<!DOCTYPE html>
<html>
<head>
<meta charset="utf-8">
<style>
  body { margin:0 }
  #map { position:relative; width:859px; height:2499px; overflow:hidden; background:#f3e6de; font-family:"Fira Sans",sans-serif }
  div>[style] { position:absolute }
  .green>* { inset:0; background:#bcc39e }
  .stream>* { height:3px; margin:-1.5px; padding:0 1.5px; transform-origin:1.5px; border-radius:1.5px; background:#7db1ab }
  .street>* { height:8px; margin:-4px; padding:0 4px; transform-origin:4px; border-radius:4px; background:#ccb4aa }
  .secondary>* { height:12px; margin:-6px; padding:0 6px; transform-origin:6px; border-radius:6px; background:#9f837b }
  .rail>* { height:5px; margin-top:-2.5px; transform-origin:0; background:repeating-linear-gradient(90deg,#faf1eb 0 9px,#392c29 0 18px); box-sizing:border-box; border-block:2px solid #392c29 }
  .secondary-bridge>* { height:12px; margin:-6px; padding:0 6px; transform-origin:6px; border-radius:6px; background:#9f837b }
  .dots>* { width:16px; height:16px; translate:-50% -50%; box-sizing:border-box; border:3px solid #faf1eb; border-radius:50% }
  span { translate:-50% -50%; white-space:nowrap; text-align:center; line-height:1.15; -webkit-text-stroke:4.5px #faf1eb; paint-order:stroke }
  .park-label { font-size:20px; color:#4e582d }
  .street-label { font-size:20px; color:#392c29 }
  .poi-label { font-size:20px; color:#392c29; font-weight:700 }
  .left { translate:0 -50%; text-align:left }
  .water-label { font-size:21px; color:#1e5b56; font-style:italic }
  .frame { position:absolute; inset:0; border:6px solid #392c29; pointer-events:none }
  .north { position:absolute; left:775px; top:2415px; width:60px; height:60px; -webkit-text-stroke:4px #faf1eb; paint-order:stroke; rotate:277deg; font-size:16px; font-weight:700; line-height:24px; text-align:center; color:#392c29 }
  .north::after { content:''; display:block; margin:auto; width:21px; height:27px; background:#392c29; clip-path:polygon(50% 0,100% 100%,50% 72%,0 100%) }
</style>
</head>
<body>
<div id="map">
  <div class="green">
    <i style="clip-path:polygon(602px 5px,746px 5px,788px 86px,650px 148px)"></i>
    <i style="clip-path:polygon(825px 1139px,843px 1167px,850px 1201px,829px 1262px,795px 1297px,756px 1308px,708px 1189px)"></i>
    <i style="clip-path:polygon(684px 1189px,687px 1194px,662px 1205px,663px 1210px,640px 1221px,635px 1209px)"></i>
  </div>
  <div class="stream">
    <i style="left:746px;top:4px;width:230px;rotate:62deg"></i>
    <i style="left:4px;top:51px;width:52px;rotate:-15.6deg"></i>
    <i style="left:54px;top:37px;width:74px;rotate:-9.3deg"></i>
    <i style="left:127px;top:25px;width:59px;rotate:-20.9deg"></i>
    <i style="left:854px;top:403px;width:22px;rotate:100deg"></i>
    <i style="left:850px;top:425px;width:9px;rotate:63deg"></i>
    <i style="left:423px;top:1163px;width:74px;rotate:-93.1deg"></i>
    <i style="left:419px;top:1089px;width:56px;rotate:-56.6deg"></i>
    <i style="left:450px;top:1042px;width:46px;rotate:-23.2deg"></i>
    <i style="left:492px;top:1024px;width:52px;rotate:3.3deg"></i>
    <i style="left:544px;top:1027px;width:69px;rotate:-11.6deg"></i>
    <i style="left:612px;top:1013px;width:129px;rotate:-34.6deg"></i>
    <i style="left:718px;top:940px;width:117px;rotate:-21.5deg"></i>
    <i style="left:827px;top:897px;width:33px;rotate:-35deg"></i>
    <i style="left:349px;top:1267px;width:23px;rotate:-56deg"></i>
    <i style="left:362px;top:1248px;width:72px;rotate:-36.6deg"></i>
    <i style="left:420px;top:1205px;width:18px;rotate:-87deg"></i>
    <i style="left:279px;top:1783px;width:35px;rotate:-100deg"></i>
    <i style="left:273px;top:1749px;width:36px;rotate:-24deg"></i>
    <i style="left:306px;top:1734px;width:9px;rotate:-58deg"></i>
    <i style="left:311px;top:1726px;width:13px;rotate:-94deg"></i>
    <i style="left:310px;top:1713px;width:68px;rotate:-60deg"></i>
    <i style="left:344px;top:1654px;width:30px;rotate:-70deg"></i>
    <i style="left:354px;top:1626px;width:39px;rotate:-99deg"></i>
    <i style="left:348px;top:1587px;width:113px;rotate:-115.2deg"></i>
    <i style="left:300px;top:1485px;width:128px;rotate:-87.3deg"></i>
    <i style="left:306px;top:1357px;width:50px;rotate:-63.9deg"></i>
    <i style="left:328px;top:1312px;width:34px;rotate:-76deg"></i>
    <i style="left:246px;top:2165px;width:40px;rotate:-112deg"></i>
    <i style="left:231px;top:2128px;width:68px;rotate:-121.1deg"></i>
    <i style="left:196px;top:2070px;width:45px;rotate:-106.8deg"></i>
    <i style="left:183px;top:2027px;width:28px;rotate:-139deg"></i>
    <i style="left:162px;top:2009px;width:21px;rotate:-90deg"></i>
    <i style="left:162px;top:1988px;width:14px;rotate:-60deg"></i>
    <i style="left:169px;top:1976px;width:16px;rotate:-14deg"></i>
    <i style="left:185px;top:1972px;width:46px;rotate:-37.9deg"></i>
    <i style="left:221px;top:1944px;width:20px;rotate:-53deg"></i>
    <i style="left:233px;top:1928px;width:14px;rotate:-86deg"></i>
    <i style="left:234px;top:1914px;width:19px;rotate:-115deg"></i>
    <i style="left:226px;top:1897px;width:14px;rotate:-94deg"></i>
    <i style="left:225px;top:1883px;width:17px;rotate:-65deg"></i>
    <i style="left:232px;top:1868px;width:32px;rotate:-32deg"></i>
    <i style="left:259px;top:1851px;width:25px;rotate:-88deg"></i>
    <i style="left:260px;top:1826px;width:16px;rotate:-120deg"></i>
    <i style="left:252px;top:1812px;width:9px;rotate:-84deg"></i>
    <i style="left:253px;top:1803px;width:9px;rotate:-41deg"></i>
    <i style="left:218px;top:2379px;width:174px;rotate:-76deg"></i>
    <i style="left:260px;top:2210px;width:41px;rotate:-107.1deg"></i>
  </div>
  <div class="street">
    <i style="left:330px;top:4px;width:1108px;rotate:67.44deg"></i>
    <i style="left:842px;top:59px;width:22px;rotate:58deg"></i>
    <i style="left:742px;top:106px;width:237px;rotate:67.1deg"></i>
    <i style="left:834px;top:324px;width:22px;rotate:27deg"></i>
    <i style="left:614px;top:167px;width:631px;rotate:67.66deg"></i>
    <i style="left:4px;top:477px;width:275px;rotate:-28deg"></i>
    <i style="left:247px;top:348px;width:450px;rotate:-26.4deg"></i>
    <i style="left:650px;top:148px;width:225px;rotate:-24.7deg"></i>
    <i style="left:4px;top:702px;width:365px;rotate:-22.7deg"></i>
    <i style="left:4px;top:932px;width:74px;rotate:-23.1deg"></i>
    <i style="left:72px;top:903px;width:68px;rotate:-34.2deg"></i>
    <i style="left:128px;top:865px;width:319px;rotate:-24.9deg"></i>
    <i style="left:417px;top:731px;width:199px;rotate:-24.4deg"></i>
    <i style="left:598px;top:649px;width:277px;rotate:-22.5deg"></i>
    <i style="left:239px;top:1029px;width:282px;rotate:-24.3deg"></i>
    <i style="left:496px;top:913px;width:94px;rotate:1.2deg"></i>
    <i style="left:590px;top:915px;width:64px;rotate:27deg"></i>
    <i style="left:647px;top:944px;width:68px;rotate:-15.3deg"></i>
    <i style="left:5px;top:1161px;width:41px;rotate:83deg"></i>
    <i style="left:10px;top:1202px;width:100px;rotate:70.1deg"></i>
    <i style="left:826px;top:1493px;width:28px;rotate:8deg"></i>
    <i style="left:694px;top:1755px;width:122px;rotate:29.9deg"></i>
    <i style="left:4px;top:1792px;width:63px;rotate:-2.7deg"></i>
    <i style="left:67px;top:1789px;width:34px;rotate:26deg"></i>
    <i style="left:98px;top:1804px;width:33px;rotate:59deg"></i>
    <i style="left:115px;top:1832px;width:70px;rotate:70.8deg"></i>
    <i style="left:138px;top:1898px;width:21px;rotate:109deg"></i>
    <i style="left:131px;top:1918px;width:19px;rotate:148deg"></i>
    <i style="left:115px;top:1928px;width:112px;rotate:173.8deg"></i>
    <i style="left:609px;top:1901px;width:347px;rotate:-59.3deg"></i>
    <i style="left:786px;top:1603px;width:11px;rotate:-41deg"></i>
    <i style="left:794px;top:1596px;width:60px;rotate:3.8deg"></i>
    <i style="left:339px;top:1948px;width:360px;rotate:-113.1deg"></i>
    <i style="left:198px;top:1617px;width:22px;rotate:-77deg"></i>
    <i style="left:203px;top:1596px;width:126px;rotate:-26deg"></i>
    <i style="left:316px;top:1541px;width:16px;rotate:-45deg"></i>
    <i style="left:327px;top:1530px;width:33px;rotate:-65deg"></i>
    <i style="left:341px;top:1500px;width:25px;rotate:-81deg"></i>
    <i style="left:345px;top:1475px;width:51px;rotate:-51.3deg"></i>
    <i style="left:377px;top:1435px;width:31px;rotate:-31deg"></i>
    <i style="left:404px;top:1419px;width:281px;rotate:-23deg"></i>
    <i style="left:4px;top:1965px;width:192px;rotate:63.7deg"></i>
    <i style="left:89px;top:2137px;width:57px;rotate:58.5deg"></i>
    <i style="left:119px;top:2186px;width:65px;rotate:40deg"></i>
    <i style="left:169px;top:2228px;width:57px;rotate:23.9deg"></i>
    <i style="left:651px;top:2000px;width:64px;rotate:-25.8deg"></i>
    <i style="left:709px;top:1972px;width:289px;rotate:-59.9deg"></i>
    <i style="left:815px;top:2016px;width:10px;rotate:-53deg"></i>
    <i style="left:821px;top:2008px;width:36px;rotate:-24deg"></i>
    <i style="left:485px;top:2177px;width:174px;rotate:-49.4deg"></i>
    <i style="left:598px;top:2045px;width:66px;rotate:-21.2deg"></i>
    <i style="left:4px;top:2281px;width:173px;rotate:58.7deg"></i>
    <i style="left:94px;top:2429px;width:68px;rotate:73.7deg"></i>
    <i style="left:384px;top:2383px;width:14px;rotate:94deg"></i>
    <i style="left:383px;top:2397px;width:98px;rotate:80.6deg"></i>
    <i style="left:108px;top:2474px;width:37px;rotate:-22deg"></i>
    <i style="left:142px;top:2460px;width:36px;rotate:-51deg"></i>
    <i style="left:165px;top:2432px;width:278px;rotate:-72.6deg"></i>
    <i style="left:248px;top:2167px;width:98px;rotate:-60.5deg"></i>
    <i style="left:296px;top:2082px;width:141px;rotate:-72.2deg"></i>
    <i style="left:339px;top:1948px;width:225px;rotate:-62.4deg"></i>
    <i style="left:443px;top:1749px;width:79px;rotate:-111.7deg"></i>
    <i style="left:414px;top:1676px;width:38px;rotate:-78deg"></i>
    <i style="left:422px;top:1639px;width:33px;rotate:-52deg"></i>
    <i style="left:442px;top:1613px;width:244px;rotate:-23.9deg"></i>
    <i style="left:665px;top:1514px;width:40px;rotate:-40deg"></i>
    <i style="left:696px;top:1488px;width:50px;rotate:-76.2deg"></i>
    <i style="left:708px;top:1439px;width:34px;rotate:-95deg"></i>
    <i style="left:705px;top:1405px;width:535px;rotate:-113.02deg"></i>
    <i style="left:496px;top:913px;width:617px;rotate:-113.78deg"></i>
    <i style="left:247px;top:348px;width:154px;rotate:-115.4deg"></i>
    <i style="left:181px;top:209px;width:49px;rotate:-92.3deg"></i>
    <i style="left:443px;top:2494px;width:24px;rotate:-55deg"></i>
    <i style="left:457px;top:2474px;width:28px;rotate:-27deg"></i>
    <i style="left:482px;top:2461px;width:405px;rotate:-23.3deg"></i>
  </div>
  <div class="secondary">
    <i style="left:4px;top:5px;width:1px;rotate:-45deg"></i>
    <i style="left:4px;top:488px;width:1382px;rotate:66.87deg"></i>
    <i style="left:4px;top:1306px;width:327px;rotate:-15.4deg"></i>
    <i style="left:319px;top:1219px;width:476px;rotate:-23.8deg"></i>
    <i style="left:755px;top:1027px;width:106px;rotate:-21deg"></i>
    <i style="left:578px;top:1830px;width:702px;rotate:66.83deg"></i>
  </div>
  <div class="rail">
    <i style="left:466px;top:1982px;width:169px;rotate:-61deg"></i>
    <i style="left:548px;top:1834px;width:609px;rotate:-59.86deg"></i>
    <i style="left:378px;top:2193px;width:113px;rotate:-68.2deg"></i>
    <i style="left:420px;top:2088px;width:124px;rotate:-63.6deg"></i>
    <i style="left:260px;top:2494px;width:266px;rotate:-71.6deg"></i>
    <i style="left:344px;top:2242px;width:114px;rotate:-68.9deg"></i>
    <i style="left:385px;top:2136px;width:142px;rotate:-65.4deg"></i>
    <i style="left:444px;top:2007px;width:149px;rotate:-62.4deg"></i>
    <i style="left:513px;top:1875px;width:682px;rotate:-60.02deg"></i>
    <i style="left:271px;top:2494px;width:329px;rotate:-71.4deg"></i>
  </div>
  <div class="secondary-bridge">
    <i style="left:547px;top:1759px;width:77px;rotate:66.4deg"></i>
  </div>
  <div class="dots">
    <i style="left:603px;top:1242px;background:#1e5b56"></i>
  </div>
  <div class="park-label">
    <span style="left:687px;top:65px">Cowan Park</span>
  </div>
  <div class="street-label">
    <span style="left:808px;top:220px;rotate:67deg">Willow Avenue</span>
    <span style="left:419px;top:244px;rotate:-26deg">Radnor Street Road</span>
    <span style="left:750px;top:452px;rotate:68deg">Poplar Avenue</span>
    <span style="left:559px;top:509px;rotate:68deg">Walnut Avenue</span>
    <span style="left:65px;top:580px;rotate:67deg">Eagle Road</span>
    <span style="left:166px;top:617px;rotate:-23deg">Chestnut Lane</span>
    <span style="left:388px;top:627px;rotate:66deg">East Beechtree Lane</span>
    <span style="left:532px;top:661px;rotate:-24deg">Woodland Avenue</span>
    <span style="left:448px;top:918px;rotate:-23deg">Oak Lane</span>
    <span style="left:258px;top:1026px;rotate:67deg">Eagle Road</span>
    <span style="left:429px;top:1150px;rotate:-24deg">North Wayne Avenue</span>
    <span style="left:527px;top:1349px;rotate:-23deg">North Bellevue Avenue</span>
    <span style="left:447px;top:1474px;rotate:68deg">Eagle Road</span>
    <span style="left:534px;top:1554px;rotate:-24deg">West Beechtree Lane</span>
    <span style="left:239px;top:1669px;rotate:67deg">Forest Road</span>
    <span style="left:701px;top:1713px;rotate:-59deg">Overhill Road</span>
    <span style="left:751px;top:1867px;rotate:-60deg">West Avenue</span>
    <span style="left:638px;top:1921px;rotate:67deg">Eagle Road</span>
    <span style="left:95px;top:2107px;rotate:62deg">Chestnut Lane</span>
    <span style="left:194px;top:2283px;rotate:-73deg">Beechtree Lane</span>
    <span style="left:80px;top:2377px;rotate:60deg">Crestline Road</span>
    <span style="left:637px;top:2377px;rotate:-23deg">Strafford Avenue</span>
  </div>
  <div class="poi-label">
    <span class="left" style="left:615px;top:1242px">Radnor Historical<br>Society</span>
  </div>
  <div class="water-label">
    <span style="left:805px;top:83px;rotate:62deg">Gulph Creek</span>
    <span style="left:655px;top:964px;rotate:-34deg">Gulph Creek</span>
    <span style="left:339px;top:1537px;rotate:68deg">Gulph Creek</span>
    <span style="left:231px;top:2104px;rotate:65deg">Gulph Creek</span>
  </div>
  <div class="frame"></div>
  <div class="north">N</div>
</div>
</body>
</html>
....................
= How to complete this task =
Provide every line from the material that contains the word "transform".

= Expected answer =
  .stream>* { height:3px; margin:-1.5px; padding:0 1.5px; transform-origin:1.5px; border-radius:1.5px; background:#7db1ab }
  .street>* { height:8px; margin:-4px; padding:0 4px; transform-origin:4px; border-radius:4px; background:#ccb4aa }
  .secondary>* { height:12px; margin:-6px; padding:0 6px; transform-origin:6px; border-radius:6px; background:#9f837b }
  .rail>* { height:5px; margin-top:-2.5px; transform-origin:0; background:repeating-linear-gradient(90deg,#faf1eb 0 9px,#392c29 0 18px); box-sizing:border-box; border-block:2px solid #392c29 }
  .secondary-bridge>* { height:12px; margin:-6px; padding:0 6px; transform-origin:6px; border-radius:6px; background:#9f837b }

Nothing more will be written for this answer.